* _About this task_: From the entries below, copy each line in which the word "paint" occurs.

* _Records provided_:
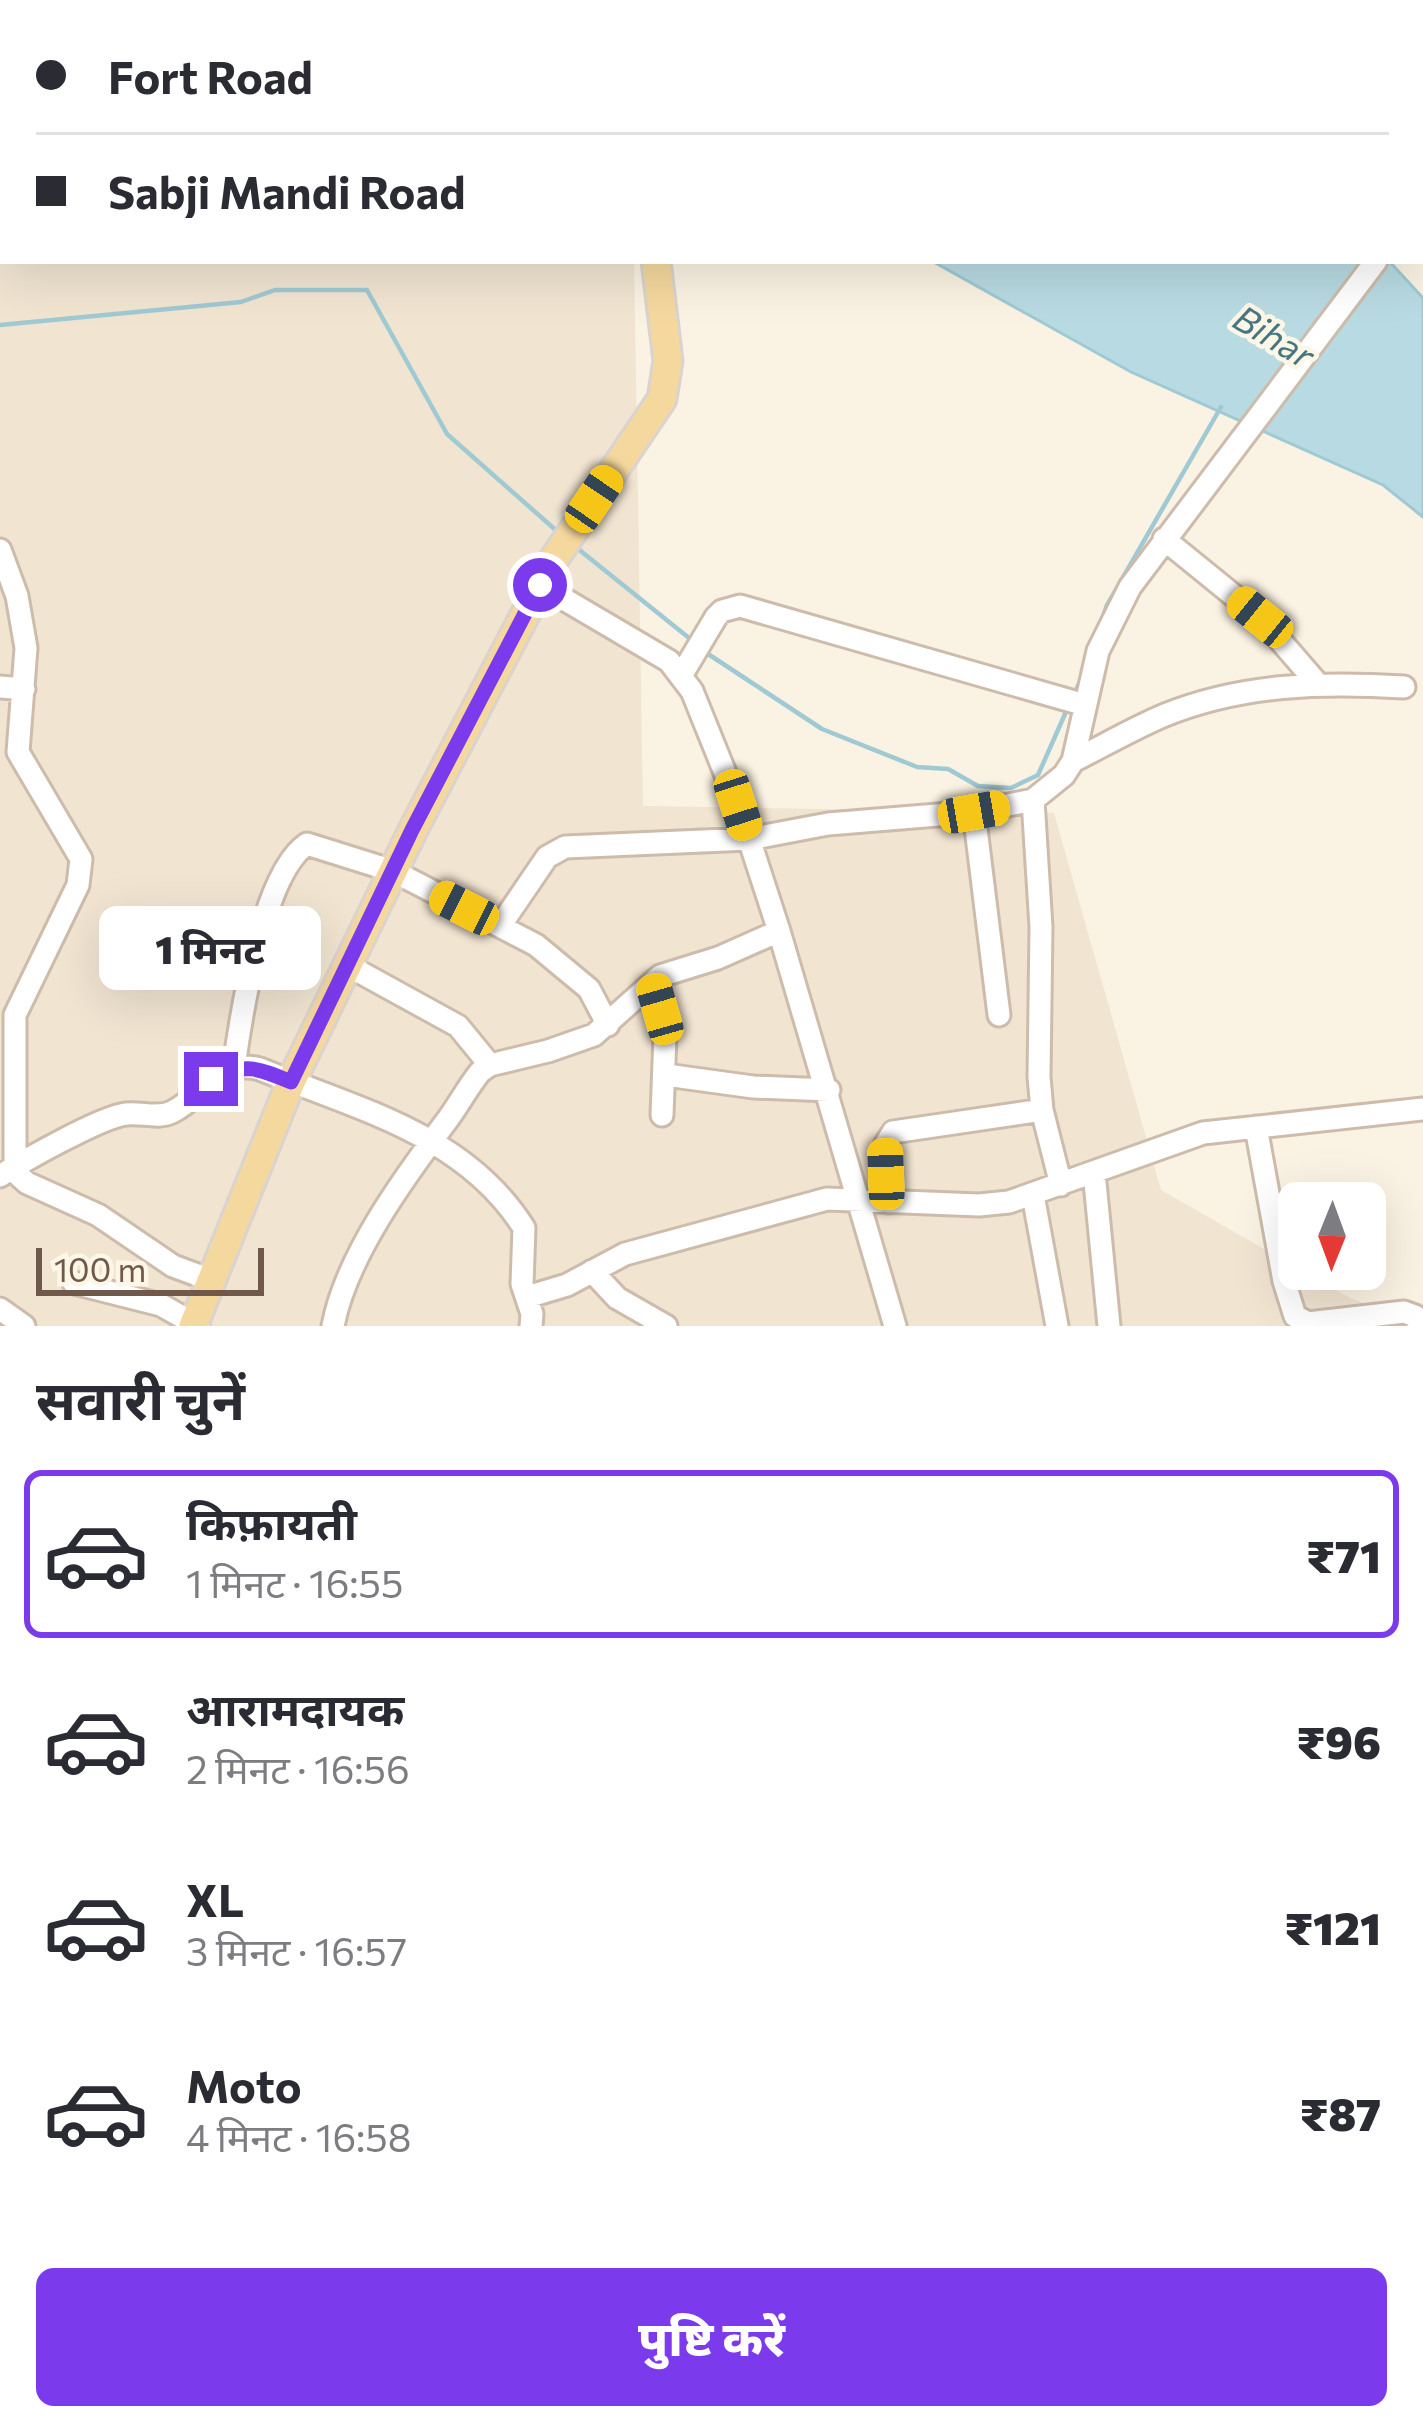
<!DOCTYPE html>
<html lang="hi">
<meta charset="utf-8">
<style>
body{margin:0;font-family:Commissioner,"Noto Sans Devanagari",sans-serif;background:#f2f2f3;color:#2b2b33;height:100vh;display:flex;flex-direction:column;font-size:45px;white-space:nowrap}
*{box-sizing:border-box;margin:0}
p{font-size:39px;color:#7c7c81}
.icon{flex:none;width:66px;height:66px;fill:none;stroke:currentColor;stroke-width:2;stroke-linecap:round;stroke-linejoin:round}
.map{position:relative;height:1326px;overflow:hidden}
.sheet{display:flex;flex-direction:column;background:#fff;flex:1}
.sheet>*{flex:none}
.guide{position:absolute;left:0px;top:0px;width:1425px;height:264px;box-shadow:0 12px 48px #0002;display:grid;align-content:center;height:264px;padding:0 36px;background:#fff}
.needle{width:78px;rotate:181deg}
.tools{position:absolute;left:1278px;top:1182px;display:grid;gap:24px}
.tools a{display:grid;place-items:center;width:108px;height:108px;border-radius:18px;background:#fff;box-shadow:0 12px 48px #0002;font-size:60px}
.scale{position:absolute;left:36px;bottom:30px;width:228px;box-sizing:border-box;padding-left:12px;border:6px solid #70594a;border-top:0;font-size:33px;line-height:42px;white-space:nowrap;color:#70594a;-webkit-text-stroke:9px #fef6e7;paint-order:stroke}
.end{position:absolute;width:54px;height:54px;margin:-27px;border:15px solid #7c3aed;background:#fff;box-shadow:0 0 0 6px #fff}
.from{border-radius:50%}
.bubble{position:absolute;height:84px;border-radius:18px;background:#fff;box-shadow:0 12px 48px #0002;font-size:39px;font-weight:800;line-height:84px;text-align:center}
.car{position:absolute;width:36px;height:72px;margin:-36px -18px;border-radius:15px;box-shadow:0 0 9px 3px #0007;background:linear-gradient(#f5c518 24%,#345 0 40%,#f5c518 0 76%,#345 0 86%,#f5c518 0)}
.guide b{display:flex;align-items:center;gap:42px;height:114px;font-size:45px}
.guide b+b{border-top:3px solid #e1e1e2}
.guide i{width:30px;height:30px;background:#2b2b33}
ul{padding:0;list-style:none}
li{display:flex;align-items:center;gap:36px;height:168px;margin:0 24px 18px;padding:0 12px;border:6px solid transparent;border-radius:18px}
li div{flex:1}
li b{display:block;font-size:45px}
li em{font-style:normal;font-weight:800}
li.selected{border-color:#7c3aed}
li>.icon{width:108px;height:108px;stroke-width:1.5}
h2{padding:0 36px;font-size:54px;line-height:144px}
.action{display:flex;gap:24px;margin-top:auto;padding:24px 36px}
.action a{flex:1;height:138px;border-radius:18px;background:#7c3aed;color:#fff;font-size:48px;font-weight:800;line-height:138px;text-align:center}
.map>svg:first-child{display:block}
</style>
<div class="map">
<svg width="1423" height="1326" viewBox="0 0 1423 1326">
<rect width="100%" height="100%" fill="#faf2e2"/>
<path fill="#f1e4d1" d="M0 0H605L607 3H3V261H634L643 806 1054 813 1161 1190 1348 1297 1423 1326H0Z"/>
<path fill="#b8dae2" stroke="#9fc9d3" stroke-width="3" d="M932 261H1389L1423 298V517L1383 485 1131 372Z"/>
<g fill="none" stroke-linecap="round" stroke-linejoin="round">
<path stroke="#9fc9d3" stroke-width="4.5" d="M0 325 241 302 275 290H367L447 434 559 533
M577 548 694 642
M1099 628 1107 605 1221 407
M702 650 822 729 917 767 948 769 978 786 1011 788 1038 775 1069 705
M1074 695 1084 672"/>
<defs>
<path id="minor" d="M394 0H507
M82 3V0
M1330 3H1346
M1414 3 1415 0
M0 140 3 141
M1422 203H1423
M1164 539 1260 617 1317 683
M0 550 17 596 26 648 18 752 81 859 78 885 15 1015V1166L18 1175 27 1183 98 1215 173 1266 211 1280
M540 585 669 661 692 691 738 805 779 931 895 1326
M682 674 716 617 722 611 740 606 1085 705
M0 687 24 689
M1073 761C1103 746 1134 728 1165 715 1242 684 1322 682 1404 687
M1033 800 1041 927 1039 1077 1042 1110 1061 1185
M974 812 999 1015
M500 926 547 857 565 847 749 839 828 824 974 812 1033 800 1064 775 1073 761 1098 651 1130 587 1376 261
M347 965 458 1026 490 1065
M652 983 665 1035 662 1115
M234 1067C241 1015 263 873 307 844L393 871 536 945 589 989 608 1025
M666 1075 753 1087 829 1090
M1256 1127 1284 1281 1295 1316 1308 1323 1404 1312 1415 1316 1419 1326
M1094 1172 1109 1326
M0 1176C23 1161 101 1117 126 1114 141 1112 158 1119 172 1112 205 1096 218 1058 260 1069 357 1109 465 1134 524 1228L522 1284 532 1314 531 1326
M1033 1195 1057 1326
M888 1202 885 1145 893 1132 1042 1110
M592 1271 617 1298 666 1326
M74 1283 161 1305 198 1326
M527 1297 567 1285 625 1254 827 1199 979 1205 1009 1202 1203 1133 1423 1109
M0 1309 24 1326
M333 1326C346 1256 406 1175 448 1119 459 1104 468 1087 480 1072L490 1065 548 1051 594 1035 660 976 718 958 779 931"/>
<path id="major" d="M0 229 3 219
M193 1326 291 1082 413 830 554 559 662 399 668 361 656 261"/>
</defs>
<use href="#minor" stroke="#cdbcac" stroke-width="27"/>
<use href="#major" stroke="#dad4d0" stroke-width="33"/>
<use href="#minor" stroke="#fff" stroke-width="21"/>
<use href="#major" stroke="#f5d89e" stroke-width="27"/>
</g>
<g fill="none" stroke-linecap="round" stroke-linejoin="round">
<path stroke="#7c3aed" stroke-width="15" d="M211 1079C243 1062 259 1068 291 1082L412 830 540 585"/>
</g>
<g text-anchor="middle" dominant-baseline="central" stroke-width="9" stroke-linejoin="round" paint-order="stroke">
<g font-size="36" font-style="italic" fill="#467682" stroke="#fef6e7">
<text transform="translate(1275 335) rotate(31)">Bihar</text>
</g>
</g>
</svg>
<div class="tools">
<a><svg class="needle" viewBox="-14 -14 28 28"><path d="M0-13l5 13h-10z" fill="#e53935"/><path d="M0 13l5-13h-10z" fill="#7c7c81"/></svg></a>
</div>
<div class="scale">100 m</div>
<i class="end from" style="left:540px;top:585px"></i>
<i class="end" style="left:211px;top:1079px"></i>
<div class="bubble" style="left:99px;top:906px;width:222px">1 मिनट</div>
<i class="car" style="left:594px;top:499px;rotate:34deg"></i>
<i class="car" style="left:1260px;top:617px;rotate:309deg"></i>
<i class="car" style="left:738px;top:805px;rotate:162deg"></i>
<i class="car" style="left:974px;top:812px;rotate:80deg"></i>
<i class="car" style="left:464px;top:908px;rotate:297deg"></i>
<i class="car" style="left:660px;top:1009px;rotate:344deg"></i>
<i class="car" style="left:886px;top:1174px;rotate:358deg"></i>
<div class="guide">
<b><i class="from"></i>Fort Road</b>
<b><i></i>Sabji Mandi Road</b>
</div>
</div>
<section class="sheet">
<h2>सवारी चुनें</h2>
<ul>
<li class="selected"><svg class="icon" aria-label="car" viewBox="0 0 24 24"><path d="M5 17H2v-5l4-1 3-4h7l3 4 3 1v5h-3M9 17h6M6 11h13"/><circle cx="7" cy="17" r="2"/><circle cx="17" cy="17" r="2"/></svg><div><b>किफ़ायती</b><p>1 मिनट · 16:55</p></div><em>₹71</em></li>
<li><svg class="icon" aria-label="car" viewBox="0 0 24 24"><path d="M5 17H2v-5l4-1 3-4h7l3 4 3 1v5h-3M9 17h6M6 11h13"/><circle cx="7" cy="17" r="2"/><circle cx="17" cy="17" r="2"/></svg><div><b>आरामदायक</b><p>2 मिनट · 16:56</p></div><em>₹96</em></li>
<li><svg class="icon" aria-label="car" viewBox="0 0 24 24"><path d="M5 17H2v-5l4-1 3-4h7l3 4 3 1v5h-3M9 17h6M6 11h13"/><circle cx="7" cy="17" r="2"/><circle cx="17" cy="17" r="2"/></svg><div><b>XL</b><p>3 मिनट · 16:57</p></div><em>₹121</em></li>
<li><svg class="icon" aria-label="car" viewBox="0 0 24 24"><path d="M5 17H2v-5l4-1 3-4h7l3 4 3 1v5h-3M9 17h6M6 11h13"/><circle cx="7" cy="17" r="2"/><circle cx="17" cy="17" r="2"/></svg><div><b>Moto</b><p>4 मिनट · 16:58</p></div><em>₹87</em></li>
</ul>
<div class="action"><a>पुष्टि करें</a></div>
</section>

* _Expected output_:
.scale{position:absolute;left:36px;bottom:30px;width:228px;box-sizing:border-box;padding-left:12px;border:6px solid #70594a;border-top:0;font-size:33px;line-height:42px;white-space:nowrap;color:#70594a;-webkit-text-stroke:9px #fef6e7;paint-order:stroke}
<g text-anchor="middle" dominant-baseline="central" stroke-width="9" stroke-linejoin="round" paint-order="stroke">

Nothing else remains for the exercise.